[Brief] Nothing but the records, transcribed verbatim and stripped of images, should appear in the answer.
....
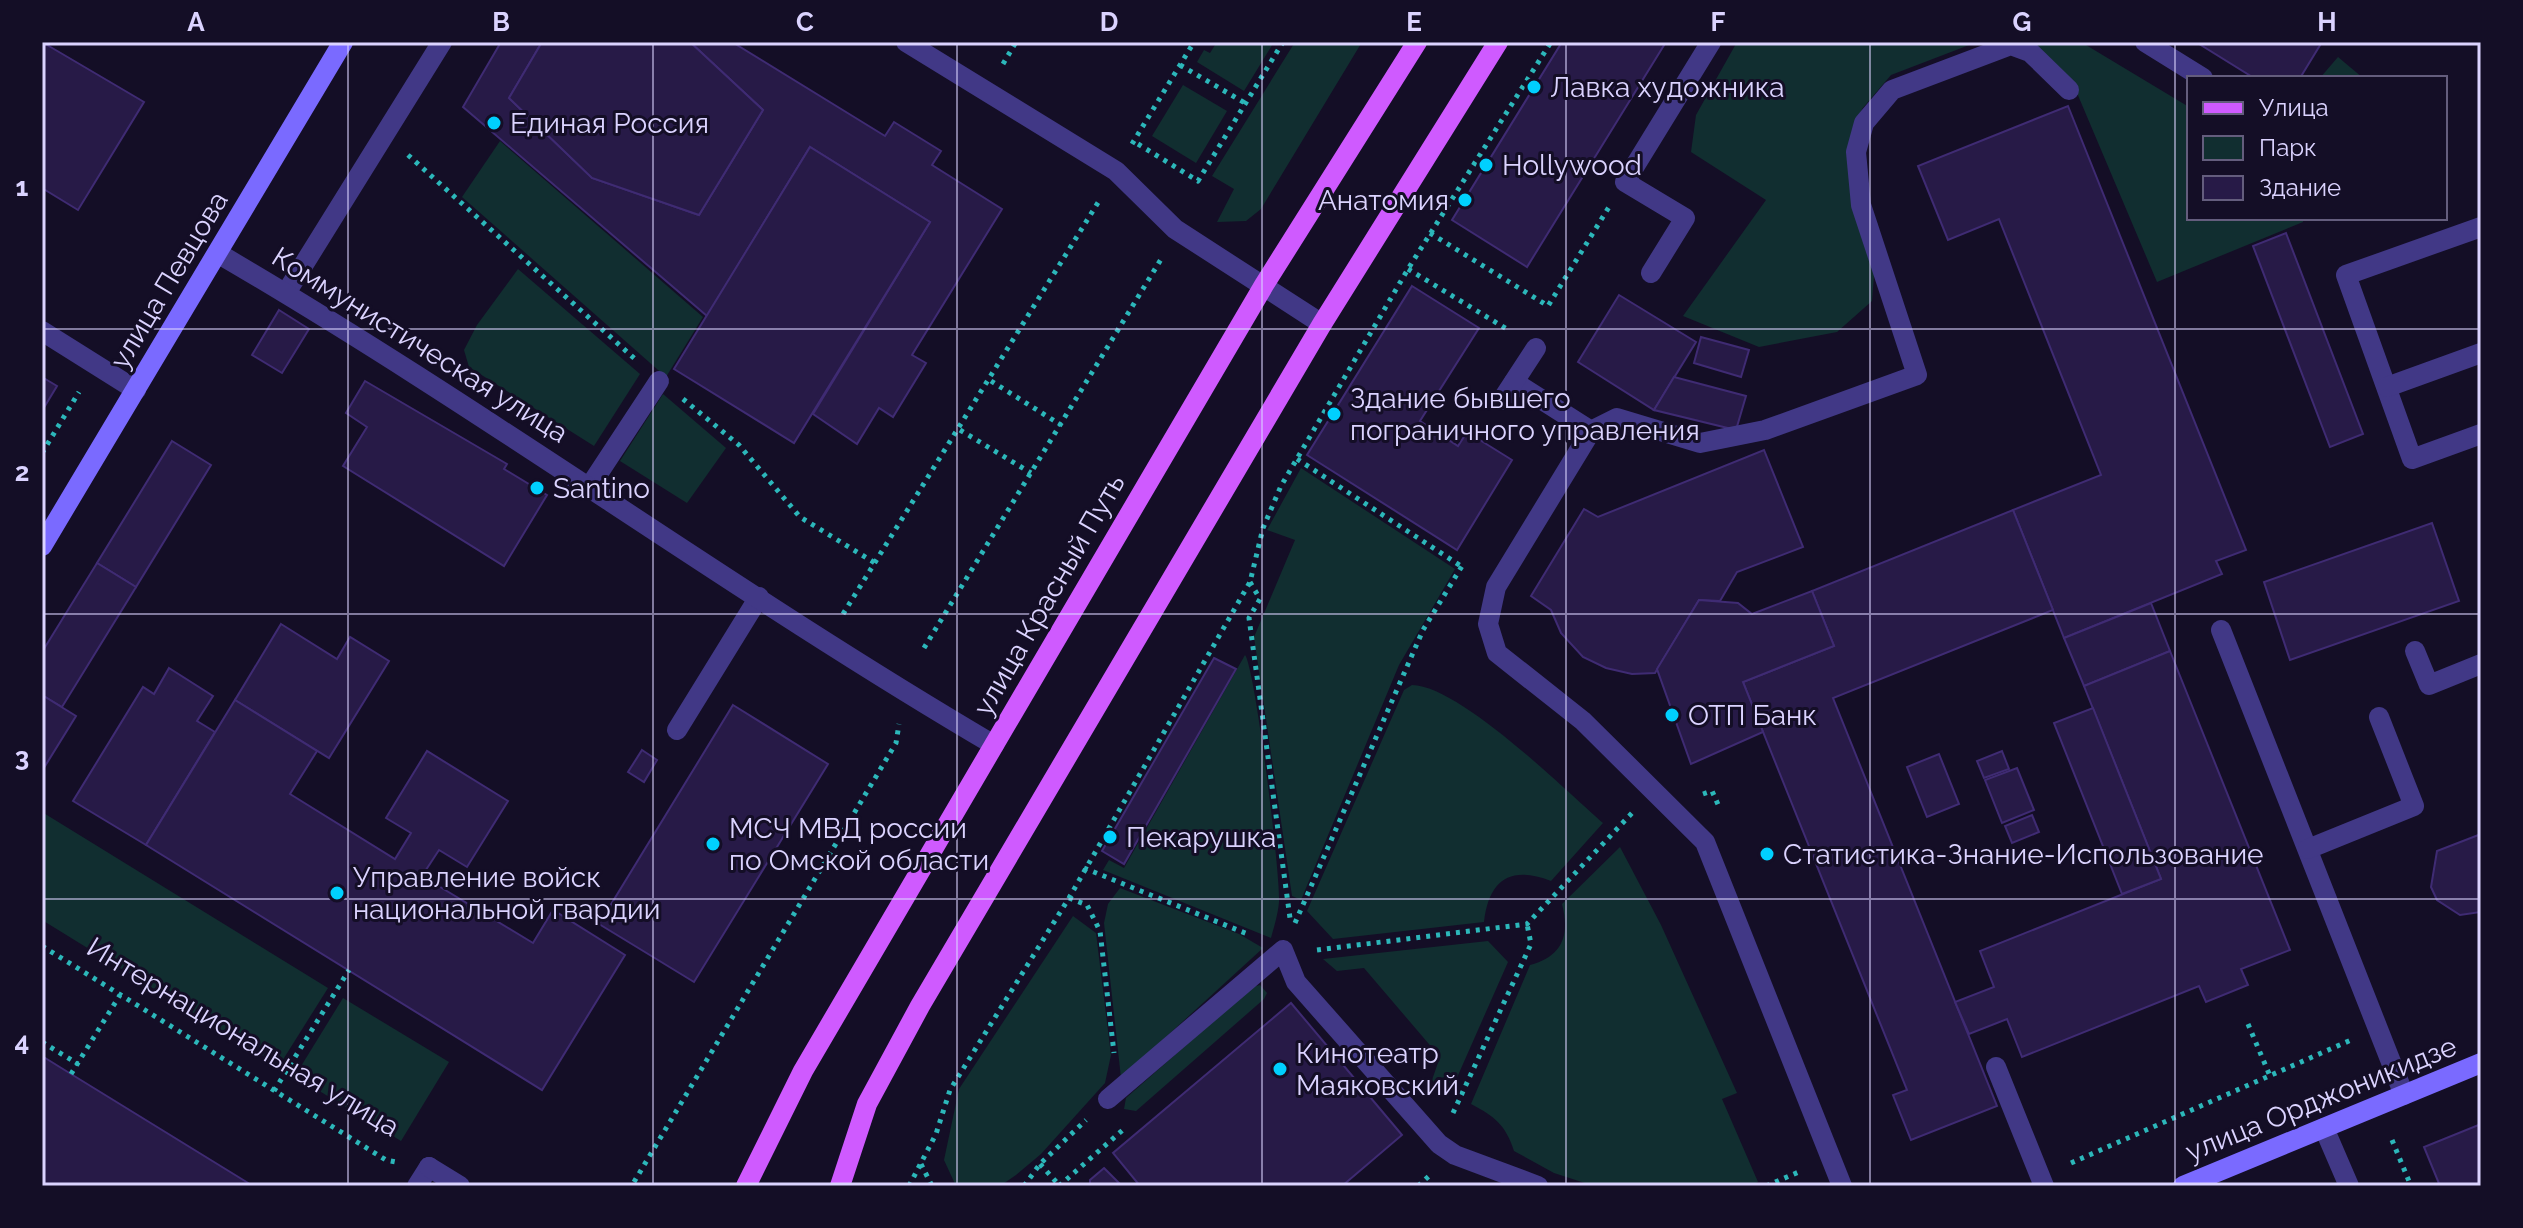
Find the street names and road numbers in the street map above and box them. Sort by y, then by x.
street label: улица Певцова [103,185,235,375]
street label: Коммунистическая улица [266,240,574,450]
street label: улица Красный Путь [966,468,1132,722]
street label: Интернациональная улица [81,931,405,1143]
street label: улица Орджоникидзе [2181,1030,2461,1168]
....
[Written solution]
Find the street names and road numbers in the street map above and box them. Sort by y, then by x.
street label: улица Певцова [103,185,235,375]
street label: Коммунистическая улица [266,240,574,450]
street label: улица Красный Путь [966,468,1132,722]
street label: Интернациональная улица [81,931,405,1143]
street label: улица Орджоникидзе [2181,1030,2461,1168]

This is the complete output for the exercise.